Google might be calling it quits in China after a number of problems plaguing the search engine giant over there, namely repeated targeted email attacks and conflicts with the Chinese government over searchable content.
Written by Rachel King, Contributor on

Google might be calling it quits in China after a number of problems plaguing the search engine giant over there, namely repeated targeted email attacks and conflicts with the Chinese government over searchable content.

Google has found itself caught in the middle of a free speech battle. According to the New York Times, the Goog made an arrangement in 2006 with the Chinese government to censor its Chinese search results on specified banned topics. But a lot of critics are upset with the company for ever making such a deal and "abetting a system" that restricts what people can search for and read online.

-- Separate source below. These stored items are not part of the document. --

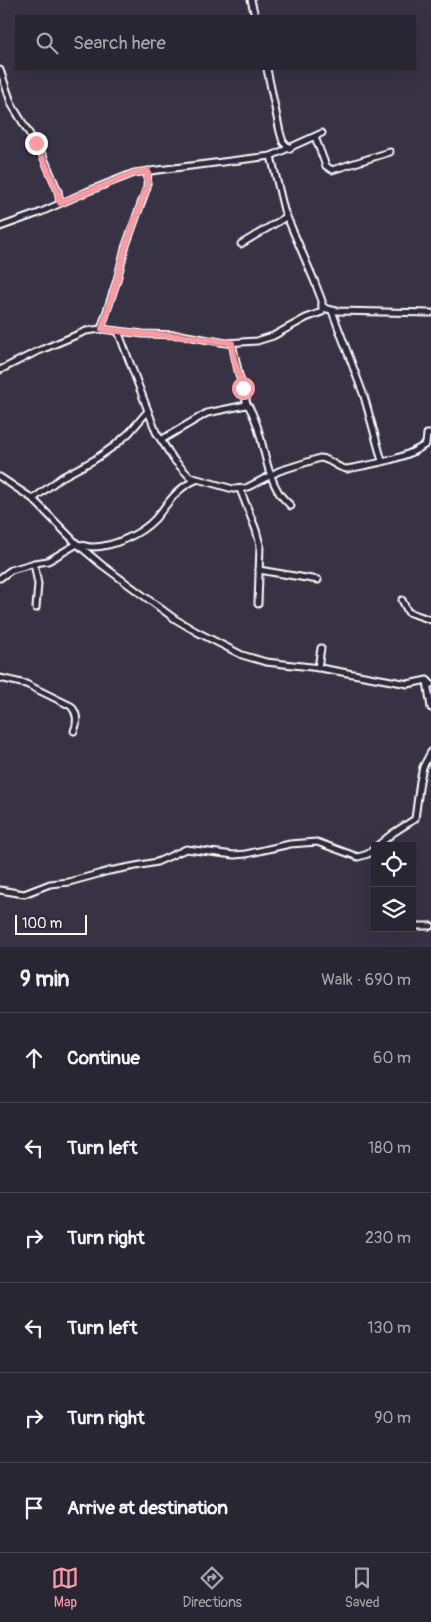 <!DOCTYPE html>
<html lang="en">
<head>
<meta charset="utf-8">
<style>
  body { margin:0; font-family:Pangolin,sans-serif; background:#312e3c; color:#f1f3f6 }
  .controls { position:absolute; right:15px; bottom:15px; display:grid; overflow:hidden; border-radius:0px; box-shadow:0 5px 20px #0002 }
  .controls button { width:45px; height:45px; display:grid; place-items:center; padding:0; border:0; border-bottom:1px solid #45434f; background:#292634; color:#f1f3f6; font:25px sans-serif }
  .scale { position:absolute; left:15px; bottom:12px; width:72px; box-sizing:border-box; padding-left:5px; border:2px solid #fff; border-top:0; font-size:14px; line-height:18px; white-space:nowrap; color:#fff; -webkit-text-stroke:4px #2f2a3d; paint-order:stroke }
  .stop { position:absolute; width:15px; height:15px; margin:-11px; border:4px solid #ff9aa2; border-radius:50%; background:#fff }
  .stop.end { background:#ff9aa2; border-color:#fff; box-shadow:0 1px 5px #0008 }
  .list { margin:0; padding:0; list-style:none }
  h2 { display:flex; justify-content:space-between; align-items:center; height:65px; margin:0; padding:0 20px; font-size:21px }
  h2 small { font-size:16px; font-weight:400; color:#a5a5ac }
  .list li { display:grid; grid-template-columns:32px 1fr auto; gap:15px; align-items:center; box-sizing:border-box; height:90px; padding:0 20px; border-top:1px solid #45434f }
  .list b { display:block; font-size:19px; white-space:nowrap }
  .list em { font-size:16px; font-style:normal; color:#a5a5ac }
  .icon { flex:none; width:28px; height:28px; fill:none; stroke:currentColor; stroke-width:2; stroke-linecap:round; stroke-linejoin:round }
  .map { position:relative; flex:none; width:431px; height:947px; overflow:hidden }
  .search { position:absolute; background:#292634; box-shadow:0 5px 20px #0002; left:15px; right:15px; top:15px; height:55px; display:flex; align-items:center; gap:12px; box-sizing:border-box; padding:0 18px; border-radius:0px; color:#a5a5ac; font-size:19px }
  .sheet { height:605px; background:#292634 }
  nav { display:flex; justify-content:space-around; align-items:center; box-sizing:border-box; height:70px; border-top:1px solid #45434f; background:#292634; font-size:14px; color:#a5a5ac }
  nav a { display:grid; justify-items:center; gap:2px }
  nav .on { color:#ff9aa2 }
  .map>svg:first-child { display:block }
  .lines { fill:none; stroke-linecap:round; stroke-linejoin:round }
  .street-casing { stroke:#fff; stroke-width:9 }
  .street { stroke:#2f2a3d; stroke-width:5 }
  .route { stroke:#ff9aa2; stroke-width:6 }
</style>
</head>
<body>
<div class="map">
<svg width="431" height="947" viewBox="0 0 431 947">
  <rect width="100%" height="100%" fill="#373345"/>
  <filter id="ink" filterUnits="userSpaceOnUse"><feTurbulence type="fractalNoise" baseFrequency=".02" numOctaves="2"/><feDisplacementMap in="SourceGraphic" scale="10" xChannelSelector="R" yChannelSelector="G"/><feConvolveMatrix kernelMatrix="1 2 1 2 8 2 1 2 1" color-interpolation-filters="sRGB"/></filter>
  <g filter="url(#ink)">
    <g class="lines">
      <defs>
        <g id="street">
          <polyline points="251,0 255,16"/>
          <polyline points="267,69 280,132 283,142 290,149"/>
          <polyline points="0,70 12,105 43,156 58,191 60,203"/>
          <polyline points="315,137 326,166 332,170 390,152"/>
          <polyline points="0,227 39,213 86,192 134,173 271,156 322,133"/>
          <polyline points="241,244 286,217"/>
          <polyline points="322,306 327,309 337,311 431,313"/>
          <polyline points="332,311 364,396 382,461"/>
          <polyline points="101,329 117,280 125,248 147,187 148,171"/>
          <path d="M118,331l38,101 18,28 16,17 43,12 13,-1 33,-17 41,-13c11,1 16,10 27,11 26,-5 57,-9 79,-25l1,-10h4"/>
          <polyline points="0,370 36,352 86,331 101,329 143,334 181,335 226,343 241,342 257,341 273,336 306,318 322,312 322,301 314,280 284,210 271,156"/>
          <path d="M246,402c18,27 16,62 32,89 3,6 9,11 13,15"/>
          <polyline points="161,440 207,413 246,405 246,398 239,375 232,343"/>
          <polyline points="0,477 33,499 77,544 102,565 175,619 197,632 242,655 266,662 320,668 408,684 427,680 431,684"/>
          <polyline points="240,489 256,530 260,545 258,604"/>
          <polyline points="33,499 62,477 94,460 114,446 129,433 148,411"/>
          <polyline points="34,563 38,584 36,608"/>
          <polyline points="259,570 318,580"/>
          <path d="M0,578l11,-8 24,-7 13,-2 29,-17c5,1 11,3 16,3 20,0 48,-13 62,-28 13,-15 21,-31 41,-39"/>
          <polyline points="402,600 408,612 431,620"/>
          <polyline points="318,668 321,648"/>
          <path d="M0,678l26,6 45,22c7,8 7,16 3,25"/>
          <polyline points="427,681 431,708"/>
          <polyline points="377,846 393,833 415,819 420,781 423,767 431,752"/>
          <polyline points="0,890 24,894 50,884 69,882 109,871 157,862 186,849 234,855 246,854 290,844 317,842 358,857 368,854 375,848"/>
          <polyline points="412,926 431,926"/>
        </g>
      </defs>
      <use href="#street" class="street-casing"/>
      <use href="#street" class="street"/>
    </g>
  </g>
  <g class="lines" filter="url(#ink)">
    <polyline class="route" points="36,143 58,192 60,203 134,173 148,171 147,187 125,248 117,280 102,329 143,334 181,336 232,343 234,359 243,388"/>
  </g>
</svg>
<div class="controls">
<button><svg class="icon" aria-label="locate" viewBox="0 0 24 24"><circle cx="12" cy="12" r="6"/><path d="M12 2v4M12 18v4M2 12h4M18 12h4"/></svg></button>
<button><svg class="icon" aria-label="layers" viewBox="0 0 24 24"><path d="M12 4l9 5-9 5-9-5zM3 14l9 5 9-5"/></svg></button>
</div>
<div class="scale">100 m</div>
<div class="stop" style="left:243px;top:388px"></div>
<div class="stop end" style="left:36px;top:143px"></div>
<div class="search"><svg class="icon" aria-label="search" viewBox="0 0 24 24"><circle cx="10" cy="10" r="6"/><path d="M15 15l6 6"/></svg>Search here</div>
</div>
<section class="sheet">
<h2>9 min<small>Walk · 690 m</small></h2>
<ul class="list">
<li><svg class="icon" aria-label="ahead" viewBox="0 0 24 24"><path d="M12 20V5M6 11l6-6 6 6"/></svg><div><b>Continue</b></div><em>60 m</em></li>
<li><svg class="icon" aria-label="left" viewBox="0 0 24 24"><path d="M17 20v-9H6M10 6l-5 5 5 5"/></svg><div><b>Turn left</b></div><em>180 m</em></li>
<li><svg class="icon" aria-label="right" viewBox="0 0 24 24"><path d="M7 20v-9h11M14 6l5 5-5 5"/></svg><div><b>Turn right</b></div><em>230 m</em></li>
<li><svg class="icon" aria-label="left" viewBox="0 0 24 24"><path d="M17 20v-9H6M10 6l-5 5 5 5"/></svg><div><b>Turn left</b></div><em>130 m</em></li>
<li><svg class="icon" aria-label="right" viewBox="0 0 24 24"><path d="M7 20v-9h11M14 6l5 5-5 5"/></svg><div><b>Turn right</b></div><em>90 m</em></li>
<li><svg class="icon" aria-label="arrive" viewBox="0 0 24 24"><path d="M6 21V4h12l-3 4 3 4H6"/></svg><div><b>Arrive at destination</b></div></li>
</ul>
</section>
<nav>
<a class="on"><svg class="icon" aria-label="map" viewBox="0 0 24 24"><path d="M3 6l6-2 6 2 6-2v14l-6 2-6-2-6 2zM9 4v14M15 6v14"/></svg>Map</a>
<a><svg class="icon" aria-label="directions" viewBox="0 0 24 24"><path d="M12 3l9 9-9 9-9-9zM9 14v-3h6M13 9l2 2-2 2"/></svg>Directions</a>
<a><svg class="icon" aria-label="saved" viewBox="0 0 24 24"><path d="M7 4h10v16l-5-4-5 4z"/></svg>Saved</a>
</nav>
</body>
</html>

Then in December, the computer security systems of at least 20 companies, including Google, were targeted in an email attack in which hackers might have obtained private data and software source codes.

Thus, Google has made a statement attesting that the attack originated in China and that they believe that the "primary goal of the attackers was accessing the Gmail accounts of Chinese human rights activists." The company says they will no longer continue censoring search results on Google.cn, and that they will be meeting with the Chinese government about developing "an unfiltered search engine within the law, if at all."

That probably won't be possible, thus Google has already conceded that they might be closing up shop in the country altogether.